Friday, January 17, 2014

Borgata Brouhaha

Reading today about this trouble at the Borgata where the first event of the big two-plus week Winter Open had to be suspended before the start of today’s third and final day of play thanks to the discovery of some sort of issue affecting the tournament’s integrity.

As Rich Ryan reports over on PokerNews, Joe Lupo. Senior VP of Operations at the Borgata, said this afternoon “we have reason to believe the tournament was compromised,” and given the importance of “ensuring the integrity of the tournament” play was halted for 24 hours.

Ryan goes on to share that someone speaking for the New Jersey Division of Gaming Enforcement mentioned “a situation involving counterfeit chips,” and via Twitter and elsewhere one finds many more references to some shady-looking 5K chips apparently being introduced into the tournament at some point.

In fact, Luke Edwards, a player in the tourney, yesterday tweeted a picture showing some differently appearing 5K chips.
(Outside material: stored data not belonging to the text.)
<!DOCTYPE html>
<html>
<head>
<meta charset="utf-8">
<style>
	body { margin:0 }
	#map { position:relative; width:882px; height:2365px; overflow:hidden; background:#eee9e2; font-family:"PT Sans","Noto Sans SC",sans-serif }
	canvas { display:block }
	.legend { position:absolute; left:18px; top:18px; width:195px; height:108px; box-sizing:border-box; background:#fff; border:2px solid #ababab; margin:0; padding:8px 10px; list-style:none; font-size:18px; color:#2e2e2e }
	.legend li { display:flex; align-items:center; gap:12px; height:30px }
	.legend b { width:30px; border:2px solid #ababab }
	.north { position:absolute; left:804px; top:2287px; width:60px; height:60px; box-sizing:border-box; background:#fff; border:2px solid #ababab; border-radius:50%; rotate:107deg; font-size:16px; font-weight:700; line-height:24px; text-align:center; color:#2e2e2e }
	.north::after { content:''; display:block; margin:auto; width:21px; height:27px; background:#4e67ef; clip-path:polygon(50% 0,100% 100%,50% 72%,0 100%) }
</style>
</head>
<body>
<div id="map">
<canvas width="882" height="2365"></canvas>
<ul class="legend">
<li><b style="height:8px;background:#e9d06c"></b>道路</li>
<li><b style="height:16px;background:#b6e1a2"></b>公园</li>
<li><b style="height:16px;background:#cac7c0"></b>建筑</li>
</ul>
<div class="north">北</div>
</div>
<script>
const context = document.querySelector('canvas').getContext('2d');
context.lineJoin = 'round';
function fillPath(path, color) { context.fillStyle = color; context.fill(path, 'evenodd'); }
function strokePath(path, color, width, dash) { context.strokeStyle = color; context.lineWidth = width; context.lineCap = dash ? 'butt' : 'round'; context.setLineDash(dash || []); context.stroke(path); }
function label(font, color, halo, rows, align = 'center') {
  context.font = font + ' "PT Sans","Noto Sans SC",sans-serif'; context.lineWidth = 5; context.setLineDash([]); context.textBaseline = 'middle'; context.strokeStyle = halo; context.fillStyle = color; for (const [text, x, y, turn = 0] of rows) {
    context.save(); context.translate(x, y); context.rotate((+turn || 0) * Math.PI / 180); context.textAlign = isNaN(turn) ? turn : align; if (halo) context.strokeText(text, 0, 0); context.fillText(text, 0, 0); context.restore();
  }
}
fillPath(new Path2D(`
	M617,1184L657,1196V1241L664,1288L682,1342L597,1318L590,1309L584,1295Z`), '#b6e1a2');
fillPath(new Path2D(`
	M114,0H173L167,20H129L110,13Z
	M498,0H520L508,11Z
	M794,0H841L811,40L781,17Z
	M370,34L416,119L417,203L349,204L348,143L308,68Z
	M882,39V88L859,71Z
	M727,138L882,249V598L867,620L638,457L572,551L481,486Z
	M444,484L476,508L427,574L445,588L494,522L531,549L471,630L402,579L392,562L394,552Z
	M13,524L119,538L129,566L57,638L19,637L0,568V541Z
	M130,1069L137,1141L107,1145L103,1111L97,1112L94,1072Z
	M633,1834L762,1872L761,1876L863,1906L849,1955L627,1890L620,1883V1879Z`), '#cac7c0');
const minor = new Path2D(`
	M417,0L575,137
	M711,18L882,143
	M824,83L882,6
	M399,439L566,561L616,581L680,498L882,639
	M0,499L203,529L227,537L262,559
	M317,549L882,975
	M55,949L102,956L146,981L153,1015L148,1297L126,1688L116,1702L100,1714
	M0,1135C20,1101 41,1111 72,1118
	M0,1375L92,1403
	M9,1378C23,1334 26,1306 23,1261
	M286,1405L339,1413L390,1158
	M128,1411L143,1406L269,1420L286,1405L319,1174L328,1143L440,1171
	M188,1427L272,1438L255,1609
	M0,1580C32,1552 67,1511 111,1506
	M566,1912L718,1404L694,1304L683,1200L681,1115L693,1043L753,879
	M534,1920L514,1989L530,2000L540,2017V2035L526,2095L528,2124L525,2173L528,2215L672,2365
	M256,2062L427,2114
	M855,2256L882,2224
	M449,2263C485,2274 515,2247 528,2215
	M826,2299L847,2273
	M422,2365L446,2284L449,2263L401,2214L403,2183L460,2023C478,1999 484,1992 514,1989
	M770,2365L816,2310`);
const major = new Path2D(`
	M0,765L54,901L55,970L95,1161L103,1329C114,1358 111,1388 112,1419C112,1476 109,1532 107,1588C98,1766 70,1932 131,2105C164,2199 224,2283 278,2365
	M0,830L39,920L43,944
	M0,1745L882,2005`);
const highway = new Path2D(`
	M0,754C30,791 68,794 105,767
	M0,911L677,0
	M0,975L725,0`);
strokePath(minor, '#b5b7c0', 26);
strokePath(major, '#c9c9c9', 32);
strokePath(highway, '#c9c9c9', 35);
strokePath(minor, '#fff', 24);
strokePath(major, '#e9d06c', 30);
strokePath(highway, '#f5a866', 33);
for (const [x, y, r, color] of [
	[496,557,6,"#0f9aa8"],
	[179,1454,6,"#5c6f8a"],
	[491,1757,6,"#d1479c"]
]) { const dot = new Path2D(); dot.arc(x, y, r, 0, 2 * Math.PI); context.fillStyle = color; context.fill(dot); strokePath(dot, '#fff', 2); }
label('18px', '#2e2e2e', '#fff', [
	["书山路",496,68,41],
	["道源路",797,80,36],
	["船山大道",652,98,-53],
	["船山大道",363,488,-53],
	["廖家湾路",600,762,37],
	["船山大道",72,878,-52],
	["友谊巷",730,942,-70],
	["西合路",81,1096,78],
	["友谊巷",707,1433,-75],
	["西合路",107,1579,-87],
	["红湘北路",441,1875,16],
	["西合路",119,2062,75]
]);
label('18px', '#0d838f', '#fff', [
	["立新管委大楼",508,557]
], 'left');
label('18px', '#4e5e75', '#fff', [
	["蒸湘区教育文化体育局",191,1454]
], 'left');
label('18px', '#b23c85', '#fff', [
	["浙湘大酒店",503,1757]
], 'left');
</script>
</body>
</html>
Some are saying over 1 million of the phony chips made it into the event, an amount that if true would represent about 1.13% of the total chips that were supposed to be in play.
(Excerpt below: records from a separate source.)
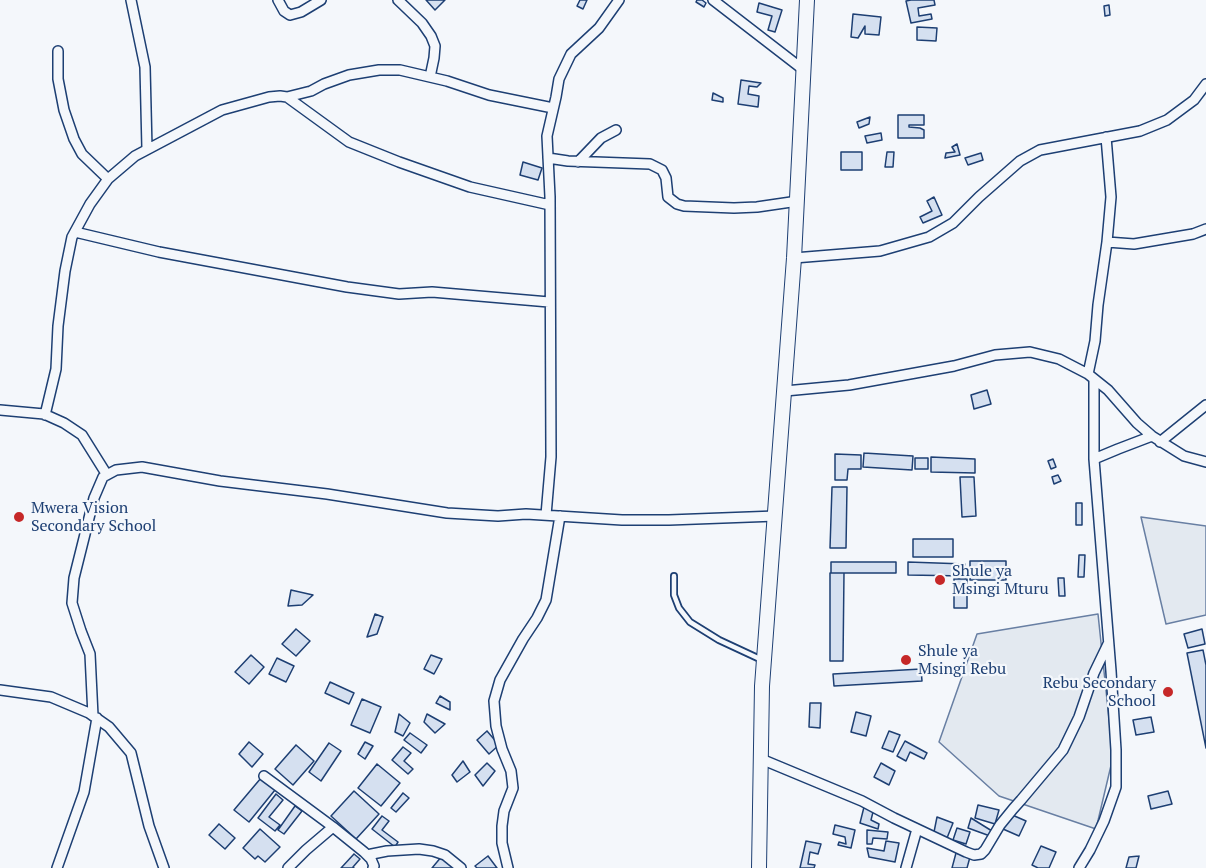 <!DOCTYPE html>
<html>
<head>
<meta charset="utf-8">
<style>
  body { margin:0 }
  canvas { display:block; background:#f4f7fb }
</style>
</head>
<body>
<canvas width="1206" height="868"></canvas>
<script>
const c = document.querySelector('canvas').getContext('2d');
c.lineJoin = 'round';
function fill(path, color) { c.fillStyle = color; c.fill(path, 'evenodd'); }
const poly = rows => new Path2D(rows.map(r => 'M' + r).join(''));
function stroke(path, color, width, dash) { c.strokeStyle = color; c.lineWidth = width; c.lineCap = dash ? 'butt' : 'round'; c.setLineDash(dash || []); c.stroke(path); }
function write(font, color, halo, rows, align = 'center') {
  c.font = font + ' "PT Serif",serif'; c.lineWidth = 4.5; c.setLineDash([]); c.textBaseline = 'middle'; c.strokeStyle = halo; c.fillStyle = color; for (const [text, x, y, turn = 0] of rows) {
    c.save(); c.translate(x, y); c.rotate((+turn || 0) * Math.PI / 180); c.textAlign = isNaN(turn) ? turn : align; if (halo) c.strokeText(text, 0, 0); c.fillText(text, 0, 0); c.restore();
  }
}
const green = poly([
  [1141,517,1206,526,1206,615,1166,624,1141,517],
  [1098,614,1113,757,1096,829,999,796,939,742,977,634,1098,614]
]);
fill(green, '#e3e9f0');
stroke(green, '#687fa3', 1.5);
const building = poly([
  [426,0,445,0,435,10,426,0],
  [580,0,587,0,583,9,577,6,580,0],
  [697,0,702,0,706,3,704,7,696,2,697,0],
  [911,0,934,0,935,5,918,8,919,16,931,14,932,19,911,23,906,1,911,0],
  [759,3,782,10,775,32,768,30,772,16,757,12,759,3],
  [1109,5,1110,15,1105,16,1104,6,1109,5],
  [853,14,881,17,879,35,865,34,865,26,858,38,851,37,853,14],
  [917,27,937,28,936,41,917,40,917,27],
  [741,80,761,83,757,87,749,86,748,94,759,96,758,107,738,104,741,80],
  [713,93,723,98,723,102,712,100,713,93],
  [898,115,924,115,924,125,909,125,909,127,920,128,924,130,924,138,898,138,898,115],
  [870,117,869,124,859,128,857,122,870,117],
  [881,133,882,140,867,143,865,136,881,133],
  [957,144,960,155,945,158,946,153,955,152,952,147,957,144],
  [841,152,862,152,862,170,841,170,841,152],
  [887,152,894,152,893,167,885,167,887,152],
  [981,153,983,160,968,165,965,158,981,153],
  [523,162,542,168,538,180,520,175,523,162],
  [934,197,942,215,923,223,920,217,932,211,927,201,934,197],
  [987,390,991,404,974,409,971,395,987,390],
  [864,453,913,456,912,470,863,467,864,453],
  [835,454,861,455,861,469,848,469,847,480,835,480,835,454],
  [931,457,975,459,975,473,931,472,931,457],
  [915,458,928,458,928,469,915,469,915,458],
  [1053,459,1056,467,1051,469,1048,461,1053,459],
  [1058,475,1061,481,1054,484,1052,477,1058,475],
  [960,477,974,477,976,516,962,517,960,477],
  [832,487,847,487,846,548,830,548,832,487],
  [1076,503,1082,503,1082,525,1076,525,1076,503],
  [913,539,953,539,953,557,913,557,913,539],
  [1079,555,1085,555,1084,577,1078,577,1079,555],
  [970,561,1006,561,1006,580,970,580,970,561],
  [831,562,896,562,896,573,831,573,831,562],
  [908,562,965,564,965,576,908,575,908,562],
  [830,573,844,573,843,661,830,661,830,573],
  [1058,578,1064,578,1065,596,1059,596,1058,578],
  [954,579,967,579,967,608,954,608,954,579],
  [291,590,313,595,302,605,288,606,291,590],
  [375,614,383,617,377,634,367,637,375,614],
  [296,629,310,641,296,656,282,644,296,629],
  [1202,629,1205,644,1188,648,1184,634,1202,629],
  [1203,650,1206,665,1206,748,1187,653,1203,650],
  [251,655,264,667,249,684,235,672,251,655],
  [431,655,442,659,434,674,424,669,431,655],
  [277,658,294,666,286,682,269,674,277,658],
  [921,669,922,681,834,686,833,674,921,669],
  [330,682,354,693,349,704,325,693,330,682],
  [440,696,450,702,450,710,436,703,440,696],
  [362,699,381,707,370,733,351,725,362,699],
  [810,703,821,703,820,728,809,727,810,703],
  [856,712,871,716,866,736,851,732,856,712],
  [399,714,410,723,403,736,395,732,399,714],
  [427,714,445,724,435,733,424,722,427,714],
  [1151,717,1154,732,1136,735,1133,720,1151,717],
  [487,731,499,745,489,754,477,740,487,731],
  [889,731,900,735,893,752,882,748,889,731],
  [410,733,427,745,421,753,404,740,410,733],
  [905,741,927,753,924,759,910,752,906,761,897,756,905,741],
  [249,742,263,754,252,767,239,754,249,742],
  [365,742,373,746,365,759,358,754,365,742],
  [329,743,341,751,321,781,309,772,329,743],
  [296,745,314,761,293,785,275,769,296,745],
  [403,747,411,753,404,761,413,769,408,774,392,760,403,747],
  [463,761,470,772,457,782,452,775,463,761],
  [487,763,495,771,483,786,475,775,487,763],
  [881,763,895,771,889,785,874,777,881,763],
  [377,764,400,783,381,806,358,788,377,764],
  [261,778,275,790,249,822,234,810,261,778],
  [354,791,379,814,356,839,331,816,354,791],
  [1168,791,1172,804,1151,809,1148,796,1168,791],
  [403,793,409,798,396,812,391,808,403,793],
  [276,794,283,800,269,817,280,825,275,831,258,818,276,794],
  [978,805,999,810,995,824,975,818,978,805],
  [295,806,302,811,284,834,278,830,295,806],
  [864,807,874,808,871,820,879,824,878,829,860,823,864,807],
  [1010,814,1026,821,1019,836,1003,829,1010,814],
  [382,816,389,821,382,830,398,842,395,847,372,829,382,816],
  [937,817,953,823,947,838,934,832,937,817],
  [971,818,992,831,990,836,968,828,971,818],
  [219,824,235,838,225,849,209,835,219,824],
  [835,825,855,830,851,848,838,845,839,842,846,844,845,837,833,834,835,825],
  [957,828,970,832,966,844,953,840,957,828],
  [260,829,280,847,265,862,258,856,255,859,243,848,260,829],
  [867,830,888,832,887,839,873,838,872,844,867,844,867,830],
  [806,841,821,844,818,854,810,852,808,864,815,865,814,868,800,868,806,841],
  [886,841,899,843,895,862,869,857,867,848,884,851,886,841],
  [1041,846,1056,852,1049,868,1038,868,1032,865,1041,846],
  [956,853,970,857,967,868,952,868,956,853],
  [354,854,360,859,353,867,354,868,341,868,354,854],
  [442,856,457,868,432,868,442,856],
  [488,856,497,868,477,868,475,866,488,856],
  [1139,856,1136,868,1126,868,1129,857,1139,856]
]);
fill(building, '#d5e0f0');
stroke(building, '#1d3f73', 1.5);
const service = poly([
  [674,576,674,595,679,608,690,622,719,640,762,660]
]);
const minor = poly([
  [131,0,145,67,147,149],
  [278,0,284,11,290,15,301,12,321,0],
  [398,0,422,23,431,36,435,46,434,58,430,77],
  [713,0,805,71],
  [58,51,58,79,64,110,74,139,82,154,108,179],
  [287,97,311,91,324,84,349,75,379,70,400,70,447,81,489,95,553,108],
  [548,158,568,161,650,164,662,170,666,178,668,197,677,204,684,206,734,208,757,207,798,201],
  [578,162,601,138,616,130],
  [75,232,159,252,347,287,399,294,432,292,549,302],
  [1107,242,1134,244,1193,234,1206,229],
  [794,258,880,251,929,237,953,223,979,197,1020,161,1040,150,1140,131,1167,120,1194,100,1206,84],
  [1088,374,1095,341,1098,305,1107,242,1111,197,1106,137],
  [785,391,849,385,954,366,995,355,1030,352,1059,359,1088,374,1108,390,1137,423,1152,436,1184,456,1206,462],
  [0,410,44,414,64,423,82,435,107,475],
  [45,415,56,369,58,326,65,271,72,237,90,204,108,179,135,156,222,110,269,97,280,96,287,97,349,142,399,162,470,187,550,205],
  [1160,442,1206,405],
  [1094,459,1118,449,1152,436],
  [546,515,551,457,550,197,547,136,556,97,559,79,571,54,599,28,619,0],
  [0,690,51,697,89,713,109,727,131,753,149,826,164,868],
  [93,716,90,654,81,631,72,603,74,578,94,498,103,477,116,470,142,467,220,481,327,494,447,513,498,516,526,514,622,520,669,520,776,516],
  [761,759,862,801,894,818,966,852,974,855,981,854,985,850,1000,825,1013,809,1021,800,1063,750,1079,717,1094,673,1108,644],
  [264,776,333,827,364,852,371,859,374,866,373,868],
  [367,855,387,851,419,849,433,851,445,855,461,868],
  [57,868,84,792,97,718],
  [288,868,306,850,333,827],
  [508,868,502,843,502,826,504,811,513,788,511,771,502,749,496,726,494,701,500,680,523,639,537,618,546,600,560,516],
  [906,868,917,829],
  [1079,868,1090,850,1104,821,1116,787,1116,750,1111,671,1094,459,1094,379]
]);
const secondary = poly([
  [759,868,762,686,794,258,807,0]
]);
stroke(service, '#1d3f73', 8);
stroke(minor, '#1d3f73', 12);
stroke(secondary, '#1d3f73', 16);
stroke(service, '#f4f7fb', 4.5);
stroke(minor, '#f4f7fb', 9);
stroke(secondary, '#f4f7fb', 14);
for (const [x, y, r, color] of [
  [19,517,6,"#c62828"],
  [940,580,6,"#c62828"],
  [906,660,6,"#c62828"],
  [1168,692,6,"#c62828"]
]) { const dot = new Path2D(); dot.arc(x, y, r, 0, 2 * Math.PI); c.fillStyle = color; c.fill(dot); stroke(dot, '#f4f7fb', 2); }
write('16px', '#1d3f73', '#f4f7fb', [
  ["Mwera Vision",31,508],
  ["Secondary School",31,526],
  ["Shule ya",952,571],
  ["Msingi Mturu",952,589],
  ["Shule ya",918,651],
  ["Msingi Rebu",918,669],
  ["Rebu Secondary",1156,683,"right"],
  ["School",1156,701,"right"]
], 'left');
</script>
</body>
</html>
Learning that got me scurrying back to the old story of the extra chips accidentally introduced into the 2006 World Series of Poker during a color-up at some late stage prior to the final table, something like 2.4 million worth which in that tournament represented more than 2.7% of the chips in play.

There were 4,812 entries total in the $560 buy-in event at the Borgata, a tourney that had three Day 1 flights and allowed re-entries. They’d gotten down to just 27 players to start today, meaning the money bubble has already burst long ago as the top 450 finishers made the cash.

Will be especially curious to hear the rest of this story. Assuming the extra counterfeit chips are indeed the cause of the tourney being compromised, it will be interesting to find out (1) what comes of the investigation into how the chips were introduced into play, and (2) what will be done about the tournament at this late stage.

Regarding the latter, all of those entries ended up building a total prize pool of $2,325,835, thereby besting the $2 million guarantee. About $900K of that prize pool has been claimed already by players who have cashed thus far, with something like $1.43 million still left to be divided among the final 27. In other words, it’s exceedingly awkward spot to try to fix an issue such as the one that appears to have arisen.

Indeed, I can’t think of any solution, really, that wouldn’t seem unfair to someone. Can you?